_Saved data entries_:

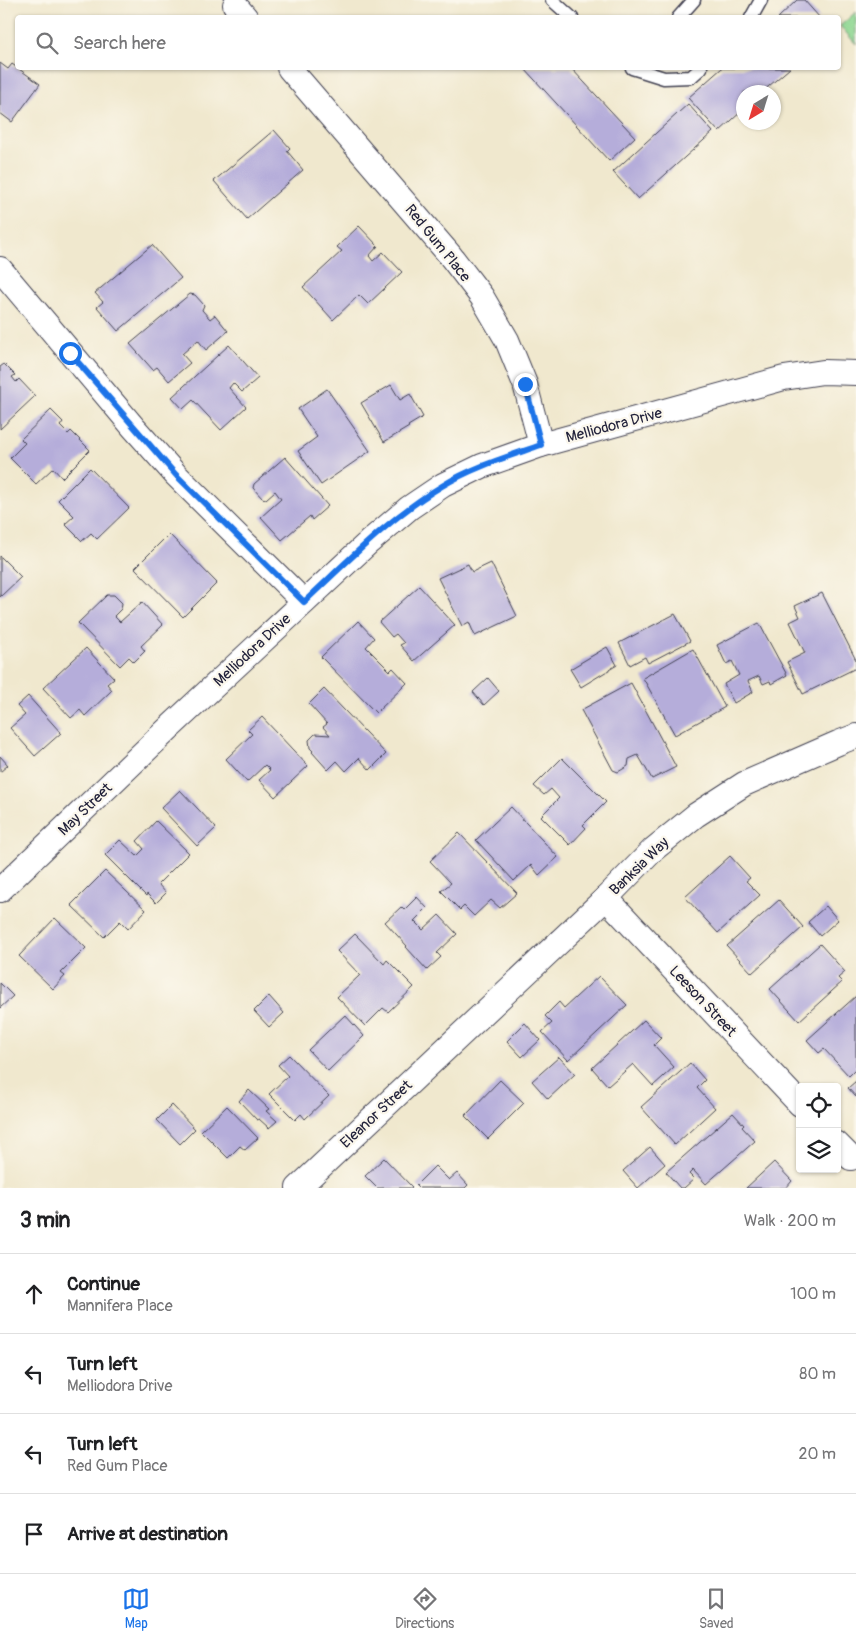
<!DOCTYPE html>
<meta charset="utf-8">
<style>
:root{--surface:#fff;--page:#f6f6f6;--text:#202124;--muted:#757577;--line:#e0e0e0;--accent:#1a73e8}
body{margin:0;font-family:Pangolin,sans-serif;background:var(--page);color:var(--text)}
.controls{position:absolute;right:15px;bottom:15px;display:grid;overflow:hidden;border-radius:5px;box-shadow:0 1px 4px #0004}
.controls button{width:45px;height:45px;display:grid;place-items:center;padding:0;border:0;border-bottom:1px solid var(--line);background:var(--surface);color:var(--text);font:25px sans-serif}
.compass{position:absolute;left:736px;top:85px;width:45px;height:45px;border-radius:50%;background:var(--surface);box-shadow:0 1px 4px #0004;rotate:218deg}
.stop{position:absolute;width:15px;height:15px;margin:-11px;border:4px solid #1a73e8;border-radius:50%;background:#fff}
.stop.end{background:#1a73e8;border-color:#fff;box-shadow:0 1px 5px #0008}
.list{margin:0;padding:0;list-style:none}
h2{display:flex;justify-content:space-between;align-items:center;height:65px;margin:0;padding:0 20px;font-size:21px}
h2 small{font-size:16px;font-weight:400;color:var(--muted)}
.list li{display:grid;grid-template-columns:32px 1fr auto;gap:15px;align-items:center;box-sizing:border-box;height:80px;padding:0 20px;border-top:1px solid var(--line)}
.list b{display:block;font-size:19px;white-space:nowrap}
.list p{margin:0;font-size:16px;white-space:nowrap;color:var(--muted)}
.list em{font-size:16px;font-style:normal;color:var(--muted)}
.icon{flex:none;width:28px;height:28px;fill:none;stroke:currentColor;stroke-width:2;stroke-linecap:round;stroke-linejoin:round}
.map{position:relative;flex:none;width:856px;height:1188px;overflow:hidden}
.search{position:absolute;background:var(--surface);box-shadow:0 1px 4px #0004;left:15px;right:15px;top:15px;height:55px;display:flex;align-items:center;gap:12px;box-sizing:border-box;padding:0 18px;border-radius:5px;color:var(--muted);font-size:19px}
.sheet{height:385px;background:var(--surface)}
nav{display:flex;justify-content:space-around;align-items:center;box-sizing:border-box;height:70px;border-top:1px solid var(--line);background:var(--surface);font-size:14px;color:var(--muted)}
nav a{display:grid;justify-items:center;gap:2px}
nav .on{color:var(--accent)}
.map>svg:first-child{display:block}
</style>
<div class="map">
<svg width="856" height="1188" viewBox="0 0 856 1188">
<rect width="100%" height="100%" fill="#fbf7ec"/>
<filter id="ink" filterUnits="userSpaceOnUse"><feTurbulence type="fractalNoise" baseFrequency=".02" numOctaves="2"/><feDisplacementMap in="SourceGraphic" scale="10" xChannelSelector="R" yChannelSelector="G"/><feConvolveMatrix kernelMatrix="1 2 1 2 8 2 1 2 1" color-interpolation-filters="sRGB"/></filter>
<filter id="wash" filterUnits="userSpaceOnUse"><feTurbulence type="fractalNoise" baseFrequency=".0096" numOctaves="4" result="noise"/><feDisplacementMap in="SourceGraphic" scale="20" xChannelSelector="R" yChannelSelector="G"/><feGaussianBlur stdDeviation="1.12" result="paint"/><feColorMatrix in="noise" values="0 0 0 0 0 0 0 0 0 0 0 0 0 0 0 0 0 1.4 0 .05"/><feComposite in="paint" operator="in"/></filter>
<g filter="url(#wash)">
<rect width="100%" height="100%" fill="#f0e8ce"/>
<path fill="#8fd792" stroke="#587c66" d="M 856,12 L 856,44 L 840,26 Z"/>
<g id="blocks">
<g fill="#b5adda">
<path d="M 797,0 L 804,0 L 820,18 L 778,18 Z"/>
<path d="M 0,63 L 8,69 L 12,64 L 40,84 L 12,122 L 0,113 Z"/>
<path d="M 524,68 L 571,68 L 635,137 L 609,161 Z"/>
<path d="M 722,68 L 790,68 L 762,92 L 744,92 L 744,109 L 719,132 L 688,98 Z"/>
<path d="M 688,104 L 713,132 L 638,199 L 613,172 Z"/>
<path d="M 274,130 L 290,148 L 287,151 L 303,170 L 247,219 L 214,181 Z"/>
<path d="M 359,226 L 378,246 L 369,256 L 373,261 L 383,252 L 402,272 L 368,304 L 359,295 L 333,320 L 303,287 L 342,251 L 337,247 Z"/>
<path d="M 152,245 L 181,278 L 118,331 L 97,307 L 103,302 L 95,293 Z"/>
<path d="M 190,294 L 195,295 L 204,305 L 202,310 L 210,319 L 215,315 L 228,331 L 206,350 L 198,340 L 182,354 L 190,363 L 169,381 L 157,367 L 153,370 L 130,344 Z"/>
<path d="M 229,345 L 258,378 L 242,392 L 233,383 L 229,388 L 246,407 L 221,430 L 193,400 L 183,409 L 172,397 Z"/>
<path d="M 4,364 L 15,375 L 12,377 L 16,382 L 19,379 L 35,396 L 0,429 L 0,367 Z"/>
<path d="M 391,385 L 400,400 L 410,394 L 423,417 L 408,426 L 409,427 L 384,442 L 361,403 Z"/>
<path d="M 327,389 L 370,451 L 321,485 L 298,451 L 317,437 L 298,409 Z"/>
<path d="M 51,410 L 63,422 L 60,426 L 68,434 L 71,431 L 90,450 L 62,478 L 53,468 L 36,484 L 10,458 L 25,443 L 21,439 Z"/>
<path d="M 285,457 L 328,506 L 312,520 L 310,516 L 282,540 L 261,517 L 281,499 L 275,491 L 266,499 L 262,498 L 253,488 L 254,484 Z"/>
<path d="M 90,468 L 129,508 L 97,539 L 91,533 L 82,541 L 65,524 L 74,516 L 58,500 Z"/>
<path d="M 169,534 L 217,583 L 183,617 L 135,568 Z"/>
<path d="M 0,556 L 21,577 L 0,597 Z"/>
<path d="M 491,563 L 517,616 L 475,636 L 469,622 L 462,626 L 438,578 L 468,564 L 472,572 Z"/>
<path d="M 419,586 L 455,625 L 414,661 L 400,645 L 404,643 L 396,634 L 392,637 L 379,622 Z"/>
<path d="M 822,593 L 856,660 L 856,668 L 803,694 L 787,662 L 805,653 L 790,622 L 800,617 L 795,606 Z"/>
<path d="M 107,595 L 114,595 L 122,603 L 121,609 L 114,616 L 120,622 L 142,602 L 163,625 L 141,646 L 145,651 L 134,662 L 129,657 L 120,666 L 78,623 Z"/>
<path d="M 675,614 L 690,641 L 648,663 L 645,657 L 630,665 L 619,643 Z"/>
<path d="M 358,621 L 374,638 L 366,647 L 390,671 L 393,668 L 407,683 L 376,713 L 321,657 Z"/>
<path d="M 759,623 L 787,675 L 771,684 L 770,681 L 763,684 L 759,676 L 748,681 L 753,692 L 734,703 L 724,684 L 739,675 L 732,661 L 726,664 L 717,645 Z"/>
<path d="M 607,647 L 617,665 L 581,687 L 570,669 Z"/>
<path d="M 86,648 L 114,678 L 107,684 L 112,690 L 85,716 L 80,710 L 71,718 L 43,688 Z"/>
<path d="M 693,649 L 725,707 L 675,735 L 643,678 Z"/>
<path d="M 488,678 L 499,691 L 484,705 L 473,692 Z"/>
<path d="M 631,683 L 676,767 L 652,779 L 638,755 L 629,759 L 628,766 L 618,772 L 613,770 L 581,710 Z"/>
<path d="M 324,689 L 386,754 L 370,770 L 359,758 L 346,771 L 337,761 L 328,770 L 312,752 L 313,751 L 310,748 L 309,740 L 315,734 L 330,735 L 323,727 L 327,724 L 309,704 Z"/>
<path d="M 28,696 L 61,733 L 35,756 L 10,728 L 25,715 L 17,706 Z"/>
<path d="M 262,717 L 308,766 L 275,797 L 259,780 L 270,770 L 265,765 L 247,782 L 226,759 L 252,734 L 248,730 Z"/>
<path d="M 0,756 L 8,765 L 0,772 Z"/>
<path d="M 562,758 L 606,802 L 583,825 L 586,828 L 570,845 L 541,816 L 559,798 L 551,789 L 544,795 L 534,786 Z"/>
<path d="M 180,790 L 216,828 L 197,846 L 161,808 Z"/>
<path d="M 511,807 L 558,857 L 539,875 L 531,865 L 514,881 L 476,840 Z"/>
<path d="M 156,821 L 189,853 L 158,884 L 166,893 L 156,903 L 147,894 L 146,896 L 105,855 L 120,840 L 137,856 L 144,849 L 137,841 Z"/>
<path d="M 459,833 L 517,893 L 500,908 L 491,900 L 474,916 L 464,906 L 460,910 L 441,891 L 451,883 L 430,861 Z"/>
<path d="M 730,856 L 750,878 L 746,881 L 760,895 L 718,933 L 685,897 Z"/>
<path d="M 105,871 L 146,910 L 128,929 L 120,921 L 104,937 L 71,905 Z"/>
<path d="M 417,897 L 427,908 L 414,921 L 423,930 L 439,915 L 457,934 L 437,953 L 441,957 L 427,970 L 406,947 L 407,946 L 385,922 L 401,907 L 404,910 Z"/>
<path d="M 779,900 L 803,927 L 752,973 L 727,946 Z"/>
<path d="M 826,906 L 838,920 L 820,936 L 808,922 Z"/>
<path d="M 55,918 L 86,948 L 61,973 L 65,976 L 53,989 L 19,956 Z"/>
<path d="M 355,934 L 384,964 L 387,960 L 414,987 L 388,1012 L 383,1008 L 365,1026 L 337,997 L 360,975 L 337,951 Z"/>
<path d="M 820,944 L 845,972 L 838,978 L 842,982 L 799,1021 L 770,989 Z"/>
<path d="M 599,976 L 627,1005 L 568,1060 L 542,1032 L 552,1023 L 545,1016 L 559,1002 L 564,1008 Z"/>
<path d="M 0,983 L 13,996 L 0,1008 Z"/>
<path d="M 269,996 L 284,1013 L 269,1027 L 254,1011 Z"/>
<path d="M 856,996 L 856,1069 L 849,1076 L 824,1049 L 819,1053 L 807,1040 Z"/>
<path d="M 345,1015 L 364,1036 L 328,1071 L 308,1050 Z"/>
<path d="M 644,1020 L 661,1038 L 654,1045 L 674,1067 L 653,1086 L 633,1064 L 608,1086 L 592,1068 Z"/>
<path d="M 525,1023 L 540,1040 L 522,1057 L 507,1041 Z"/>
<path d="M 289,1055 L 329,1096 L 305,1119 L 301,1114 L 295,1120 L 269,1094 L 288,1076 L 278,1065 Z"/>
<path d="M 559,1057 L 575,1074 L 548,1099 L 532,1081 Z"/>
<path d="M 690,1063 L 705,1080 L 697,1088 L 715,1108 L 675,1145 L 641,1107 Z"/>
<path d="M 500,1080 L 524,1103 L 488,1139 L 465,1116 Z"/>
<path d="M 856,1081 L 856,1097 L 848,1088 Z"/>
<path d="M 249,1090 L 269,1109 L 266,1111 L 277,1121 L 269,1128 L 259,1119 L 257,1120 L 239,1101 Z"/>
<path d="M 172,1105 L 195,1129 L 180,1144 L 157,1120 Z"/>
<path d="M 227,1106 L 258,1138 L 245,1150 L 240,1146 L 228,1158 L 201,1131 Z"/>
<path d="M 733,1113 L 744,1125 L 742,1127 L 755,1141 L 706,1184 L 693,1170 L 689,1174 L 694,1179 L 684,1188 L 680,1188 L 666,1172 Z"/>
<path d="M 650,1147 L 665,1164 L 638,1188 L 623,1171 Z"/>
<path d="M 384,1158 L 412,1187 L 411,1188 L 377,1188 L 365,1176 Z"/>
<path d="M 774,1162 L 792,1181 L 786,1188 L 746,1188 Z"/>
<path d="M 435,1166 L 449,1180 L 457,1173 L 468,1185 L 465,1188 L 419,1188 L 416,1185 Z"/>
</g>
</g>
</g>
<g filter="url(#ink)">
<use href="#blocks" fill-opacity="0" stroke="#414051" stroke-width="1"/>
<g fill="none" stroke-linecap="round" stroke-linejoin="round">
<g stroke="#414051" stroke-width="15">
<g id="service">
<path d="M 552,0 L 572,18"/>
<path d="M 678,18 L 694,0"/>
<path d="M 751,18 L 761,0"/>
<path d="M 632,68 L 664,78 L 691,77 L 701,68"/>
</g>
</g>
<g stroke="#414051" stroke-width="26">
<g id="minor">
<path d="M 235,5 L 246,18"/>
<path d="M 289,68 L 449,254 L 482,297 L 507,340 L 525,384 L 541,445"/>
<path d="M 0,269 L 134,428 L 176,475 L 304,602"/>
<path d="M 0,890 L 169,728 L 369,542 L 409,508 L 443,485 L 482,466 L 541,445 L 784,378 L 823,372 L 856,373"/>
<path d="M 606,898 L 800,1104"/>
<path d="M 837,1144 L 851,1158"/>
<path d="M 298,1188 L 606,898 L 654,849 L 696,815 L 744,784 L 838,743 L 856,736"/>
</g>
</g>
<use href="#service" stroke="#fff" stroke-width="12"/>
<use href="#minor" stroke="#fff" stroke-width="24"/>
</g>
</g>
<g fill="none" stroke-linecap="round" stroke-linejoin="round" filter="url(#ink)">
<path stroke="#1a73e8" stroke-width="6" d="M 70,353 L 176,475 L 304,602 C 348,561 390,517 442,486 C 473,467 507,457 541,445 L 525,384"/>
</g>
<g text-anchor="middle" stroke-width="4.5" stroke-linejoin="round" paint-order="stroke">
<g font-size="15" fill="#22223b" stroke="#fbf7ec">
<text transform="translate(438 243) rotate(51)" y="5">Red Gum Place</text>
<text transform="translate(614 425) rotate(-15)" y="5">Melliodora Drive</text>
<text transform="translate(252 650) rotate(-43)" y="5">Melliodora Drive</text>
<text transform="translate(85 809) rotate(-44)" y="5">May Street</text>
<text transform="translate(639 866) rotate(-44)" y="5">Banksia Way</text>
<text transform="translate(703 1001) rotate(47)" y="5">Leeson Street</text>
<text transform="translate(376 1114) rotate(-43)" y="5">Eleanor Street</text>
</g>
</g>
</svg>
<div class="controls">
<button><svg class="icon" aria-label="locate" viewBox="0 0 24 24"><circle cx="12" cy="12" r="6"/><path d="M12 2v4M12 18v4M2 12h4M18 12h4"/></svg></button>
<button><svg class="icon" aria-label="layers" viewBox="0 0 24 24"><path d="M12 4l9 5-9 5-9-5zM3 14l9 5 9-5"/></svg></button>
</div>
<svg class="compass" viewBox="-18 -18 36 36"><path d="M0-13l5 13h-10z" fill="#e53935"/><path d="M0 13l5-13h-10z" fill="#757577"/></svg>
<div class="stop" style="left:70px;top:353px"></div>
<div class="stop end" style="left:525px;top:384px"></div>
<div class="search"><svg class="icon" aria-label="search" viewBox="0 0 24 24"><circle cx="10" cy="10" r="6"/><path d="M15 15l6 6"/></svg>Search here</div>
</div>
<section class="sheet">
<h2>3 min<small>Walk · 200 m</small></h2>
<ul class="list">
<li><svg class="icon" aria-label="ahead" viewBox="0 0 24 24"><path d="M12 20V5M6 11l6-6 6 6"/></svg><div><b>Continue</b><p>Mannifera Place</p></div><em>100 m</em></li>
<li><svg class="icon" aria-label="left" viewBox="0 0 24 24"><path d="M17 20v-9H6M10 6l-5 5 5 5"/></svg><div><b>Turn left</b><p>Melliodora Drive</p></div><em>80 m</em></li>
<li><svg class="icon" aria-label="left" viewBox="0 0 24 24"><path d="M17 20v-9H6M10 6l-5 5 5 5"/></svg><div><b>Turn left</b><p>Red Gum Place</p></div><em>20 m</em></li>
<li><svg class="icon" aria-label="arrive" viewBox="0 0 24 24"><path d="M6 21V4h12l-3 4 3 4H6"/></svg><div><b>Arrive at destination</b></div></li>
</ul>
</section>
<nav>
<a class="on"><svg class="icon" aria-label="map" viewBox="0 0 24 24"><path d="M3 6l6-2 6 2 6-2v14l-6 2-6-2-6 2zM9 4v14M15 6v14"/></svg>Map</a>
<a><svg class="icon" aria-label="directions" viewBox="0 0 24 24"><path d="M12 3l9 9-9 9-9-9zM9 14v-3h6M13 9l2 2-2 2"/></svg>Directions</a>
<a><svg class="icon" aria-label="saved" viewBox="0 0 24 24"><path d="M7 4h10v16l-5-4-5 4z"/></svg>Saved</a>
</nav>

_WORK ITEM_:
Search the data above for the word "nowrap", then gather each line in which it appears.

_TASK RESPONSE_:
.list b{display:block;font-size:19px;white-space:nowrap}
.list p{margin:0;font-size:16px;white-space:nowrap;color:var(--muted)}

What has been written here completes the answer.